The problem: Check every line below for the word "stream" and show those that hold it.

** Opening Record set block **

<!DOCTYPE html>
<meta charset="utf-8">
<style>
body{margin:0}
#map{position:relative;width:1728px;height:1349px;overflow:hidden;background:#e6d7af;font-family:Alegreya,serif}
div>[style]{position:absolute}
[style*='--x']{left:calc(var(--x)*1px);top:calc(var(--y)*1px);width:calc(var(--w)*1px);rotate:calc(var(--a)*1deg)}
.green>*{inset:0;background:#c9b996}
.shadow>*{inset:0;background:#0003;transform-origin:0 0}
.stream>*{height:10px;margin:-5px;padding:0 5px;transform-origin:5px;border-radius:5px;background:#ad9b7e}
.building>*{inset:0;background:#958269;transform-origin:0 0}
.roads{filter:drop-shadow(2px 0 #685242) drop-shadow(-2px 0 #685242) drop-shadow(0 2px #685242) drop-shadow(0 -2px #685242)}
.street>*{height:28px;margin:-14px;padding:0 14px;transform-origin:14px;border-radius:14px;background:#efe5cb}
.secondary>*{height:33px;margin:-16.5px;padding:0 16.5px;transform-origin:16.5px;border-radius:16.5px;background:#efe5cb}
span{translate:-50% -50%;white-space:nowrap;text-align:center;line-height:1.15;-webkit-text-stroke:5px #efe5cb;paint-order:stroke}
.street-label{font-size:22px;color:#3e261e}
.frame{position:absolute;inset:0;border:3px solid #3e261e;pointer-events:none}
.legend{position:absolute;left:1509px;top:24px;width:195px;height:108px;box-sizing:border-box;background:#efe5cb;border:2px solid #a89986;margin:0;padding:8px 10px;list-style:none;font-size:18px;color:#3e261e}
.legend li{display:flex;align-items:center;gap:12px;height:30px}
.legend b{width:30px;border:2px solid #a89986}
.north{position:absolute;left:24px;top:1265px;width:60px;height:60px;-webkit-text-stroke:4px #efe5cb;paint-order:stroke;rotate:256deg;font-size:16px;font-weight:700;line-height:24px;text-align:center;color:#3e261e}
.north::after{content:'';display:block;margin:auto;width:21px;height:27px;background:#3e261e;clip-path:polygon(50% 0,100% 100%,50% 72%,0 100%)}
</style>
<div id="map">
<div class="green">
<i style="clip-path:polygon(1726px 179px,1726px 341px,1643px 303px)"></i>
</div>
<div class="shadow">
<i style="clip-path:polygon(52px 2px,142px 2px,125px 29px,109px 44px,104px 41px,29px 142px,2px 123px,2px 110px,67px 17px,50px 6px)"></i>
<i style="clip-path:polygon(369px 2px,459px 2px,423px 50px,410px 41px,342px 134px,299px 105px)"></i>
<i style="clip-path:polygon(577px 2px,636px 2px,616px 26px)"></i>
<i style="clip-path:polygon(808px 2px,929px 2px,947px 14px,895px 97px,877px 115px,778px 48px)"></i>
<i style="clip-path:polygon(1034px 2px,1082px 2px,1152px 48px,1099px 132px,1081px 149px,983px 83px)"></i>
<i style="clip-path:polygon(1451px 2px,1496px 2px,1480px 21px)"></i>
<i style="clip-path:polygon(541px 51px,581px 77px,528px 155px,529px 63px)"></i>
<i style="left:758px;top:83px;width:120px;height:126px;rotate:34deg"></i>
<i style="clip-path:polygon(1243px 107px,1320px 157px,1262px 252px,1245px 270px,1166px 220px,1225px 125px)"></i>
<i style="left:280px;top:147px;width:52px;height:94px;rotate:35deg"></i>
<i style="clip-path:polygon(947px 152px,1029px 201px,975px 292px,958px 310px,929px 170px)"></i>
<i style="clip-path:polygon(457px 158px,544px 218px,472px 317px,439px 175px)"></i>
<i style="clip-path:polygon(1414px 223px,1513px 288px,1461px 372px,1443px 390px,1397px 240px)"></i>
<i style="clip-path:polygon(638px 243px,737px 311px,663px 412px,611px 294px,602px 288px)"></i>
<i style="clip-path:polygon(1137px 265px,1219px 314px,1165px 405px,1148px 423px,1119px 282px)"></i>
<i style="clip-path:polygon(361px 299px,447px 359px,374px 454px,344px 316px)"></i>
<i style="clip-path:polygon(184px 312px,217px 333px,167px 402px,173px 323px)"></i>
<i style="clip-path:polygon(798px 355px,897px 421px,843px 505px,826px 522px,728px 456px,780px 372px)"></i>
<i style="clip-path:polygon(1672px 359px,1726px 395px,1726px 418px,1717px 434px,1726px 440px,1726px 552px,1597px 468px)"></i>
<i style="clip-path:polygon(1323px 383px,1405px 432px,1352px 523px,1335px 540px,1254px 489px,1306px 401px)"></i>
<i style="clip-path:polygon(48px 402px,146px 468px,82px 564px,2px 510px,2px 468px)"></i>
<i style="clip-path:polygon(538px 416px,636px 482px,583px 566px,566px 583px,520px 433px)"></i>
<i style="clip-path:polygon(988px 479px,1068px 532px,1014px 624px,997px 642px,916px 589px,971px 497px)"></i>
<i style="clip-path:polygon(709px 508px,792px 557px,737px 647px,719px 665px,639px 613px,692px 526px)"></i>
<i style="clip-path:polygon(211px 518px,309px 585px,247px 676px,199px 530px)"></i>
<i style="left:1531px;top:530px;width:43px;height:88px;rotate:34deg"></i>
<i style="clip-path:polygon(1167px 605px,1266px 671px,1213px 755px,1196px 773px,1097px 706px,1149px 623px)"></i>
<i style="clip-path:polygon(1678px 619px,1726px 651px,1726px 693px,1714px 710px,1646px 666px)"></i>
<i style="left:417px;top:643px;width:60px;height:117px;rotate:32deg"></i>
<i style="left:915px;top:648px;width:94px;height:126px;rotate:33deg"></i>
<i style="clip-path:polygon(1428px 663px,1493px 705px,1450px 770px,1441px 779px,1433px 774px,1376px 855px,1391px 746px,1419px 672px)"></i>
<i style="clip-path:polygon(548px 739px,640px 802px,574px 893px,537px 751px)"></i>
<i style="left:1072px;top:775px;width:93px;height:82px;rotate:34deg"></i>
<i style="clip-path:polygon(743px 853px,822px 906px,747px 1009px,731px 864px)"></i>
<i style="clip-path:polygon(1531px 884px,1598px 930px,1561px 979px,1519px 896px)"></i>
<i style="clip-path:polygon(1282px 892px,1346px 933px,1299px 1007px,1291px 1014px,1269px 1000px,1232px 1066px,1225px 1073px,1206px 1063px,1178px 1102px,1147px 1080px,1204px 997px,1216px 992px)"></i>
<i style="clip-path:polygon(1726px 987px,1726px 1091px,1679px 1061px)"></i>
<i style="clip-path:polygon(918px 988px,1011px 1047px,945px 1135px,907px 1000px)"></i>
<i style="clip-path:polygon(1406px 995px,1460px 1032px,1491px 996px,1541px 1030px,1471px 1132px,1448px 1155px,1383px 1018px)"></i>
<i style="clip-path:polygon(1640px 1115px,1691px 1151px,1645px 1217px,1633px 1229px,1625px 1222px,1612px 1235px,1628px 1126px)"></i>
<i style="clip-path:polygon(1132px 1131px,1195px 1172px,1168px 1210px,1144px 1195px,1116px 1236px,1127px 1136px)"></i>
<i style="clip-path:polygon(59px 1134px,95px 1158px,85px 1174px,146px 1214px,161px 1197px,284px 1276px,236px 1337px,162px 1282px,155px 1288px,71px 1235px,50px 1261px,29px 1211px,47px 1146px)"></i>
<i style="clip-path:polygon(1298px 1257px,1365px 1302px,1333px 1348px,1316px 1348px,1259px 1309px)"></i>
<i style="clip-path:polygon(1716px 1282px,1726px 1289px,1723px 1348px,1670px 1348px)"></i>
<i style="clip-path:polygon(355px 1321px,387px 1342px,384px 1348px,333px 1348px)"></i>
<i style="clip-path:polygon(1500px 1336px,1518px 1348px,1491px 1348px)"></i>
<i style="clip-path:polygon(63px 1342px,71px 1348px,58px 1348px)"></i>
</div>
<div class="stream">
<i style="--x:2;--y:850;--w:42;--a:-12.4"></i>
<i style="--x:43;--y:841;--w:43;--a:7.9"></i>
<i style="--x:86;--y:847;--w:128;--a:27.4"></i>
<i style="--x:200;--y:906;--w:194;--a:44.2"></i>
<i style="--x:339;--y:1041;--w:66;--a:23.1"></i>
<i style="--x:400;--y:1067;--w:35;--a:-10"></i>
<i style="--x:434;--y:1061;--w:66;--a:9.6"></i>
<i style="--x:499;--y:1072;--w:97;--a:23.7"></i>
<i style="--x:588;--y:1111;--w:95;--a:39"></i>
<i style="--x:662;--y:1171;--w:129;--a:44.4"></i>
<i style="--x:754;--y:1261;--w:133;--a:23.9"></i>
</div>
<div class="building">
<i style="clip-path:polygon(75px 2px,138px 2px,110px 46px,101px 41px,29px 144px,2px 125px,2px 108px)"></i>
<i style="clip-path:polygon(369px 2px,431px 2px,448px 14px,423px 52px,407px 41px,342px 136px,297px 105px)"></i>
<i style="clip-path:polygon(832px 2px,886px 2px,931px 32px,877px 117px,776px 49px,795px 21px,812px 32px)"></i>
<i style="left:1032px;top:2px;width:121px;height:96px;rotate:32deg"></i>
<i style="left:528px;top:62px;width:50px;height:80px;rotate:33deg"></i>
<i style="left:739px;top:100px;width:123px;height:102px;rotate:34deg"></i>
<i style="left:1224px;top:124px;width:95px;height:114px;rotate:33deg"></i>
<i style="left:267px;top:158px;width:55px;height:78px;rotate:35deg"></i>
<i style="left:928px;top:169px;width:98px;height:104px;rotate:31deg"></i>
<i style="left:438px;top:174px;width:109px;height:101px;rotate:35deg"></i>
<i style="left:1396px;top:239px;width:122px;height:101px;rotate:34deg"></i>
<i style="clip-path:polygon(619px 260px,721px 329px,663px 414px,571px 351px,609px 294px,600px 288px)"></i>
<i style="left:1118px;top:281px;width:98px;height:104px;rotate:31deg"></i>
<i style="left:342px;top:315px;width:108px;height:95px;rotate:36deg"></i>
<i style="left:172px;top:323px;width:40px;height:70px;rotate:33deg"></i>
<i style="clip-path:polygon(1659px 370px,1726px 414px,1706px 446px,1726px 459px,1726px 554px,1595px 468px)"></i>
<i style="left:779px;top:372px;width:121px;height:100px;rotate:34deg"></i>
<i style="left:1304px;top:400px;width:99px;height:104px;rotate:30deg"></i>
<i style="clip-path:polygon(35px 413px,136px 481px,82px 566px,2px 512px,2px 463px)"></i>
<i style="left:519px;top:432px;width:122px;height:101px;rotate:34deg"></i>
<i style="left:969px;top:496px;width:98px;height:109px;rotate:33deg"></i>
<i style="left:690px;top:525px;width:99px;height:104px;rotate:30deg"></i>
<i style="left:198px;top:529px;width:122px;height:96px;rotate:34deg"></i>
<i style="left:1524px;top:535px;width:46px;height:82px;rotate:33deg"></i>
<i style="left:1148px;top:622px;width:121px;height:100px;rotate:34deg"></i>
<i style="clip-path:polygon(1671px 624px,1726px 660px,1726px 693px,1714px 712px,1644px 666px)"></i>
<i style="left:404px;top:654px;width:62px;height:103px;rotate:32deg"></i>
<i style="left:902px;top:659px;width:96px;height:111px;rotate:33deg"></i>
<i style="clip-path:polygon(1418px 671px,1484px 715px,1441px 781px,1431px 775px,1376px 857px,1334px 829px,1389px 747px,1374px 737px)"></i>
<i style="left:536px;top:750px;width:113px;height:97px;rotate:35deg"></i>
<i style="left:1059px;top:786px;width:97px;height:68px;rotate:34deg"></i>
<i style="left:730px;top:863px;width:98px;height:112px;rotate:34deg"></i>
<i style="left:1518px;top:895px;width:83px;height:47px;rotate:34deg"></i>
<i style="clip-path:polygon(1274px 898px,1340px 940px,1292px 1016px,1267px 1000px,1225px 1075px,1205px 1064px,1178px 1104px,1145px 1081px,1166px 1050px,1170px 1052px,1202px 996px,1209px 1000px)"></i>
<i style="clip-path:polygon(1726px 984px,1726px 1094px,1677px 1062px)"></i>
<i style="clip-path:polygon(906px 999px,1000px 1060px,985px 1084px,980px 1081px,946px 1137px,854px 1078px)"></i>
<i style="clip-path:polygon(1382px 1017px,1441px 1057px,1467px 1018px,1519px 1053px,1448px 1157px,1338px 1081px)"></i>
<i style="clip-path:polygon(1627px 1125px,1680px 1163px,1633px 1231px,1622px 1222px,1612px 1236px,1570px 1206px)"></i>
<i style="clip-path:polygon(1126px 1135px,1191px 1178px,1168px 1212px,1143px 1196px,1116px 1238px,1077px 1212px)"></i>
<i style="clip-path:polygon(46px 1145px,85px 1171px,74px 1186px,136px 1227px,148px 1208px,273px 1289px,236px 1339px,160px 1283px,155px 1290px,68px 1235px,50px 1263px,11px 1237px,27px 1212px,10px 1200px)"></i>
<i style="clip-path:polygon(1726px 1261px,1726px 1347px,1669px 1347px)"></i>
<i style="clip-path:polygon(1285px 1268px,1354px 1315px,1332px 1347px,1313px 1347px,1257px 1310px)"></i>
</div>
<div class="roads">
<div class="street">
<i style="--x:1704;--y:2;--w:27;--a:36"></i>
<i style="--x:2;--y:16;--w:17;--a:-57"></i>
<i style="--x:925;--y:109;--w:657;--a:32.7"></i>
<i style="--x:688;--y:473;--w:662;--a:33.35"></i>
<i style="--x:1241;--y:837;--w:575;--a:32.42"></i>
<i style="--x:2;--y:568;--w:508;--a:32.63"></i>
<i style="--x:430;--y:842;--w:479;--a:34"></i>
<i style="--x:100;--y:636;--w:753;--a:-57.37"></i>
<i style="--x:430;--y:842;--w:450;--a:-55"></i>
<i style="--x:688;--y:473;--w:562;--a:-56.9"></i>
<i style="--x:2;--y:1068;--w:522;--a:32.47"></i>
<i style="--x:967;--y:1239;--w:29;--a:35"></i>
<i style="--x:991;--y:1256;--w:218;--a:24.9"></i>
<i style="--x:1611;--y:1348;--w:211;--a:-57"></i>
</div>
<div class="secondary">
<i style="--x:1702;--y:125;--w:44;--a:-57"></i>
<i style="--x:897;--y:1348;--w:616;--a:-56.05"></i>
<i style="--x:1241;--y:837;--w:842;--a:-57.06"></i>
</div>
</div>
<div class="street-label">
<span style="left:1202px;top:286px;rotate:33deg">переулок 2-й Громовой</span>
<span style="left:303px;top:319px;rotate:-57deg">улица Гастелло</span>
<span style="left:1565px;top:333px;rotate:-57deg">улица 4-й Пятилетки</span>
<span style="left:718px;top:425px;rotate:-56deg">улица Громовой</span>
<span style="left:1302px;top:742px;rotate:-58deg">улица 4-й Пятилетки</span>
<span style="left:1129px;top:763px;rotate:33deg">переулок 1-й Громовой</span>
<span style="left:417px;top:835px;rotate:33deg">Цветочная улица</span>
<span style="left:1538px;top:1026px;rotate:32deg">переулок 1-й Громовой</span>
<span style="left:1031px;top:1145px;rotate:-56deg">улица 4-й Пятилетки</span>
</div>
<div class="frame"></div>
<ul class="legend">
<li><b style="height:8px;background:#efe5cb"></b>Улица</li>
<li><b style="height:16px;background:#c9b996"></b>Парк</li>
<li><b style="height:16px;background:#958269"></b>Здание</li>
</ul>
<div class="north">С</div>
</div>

** Closing Record set block **

Exercise output:
.stream>*{height:10px;margin:-5px;padding:0 5px;transform-origin:5px;border-radius:5px;background:#ad9b7e}
<div class="stream">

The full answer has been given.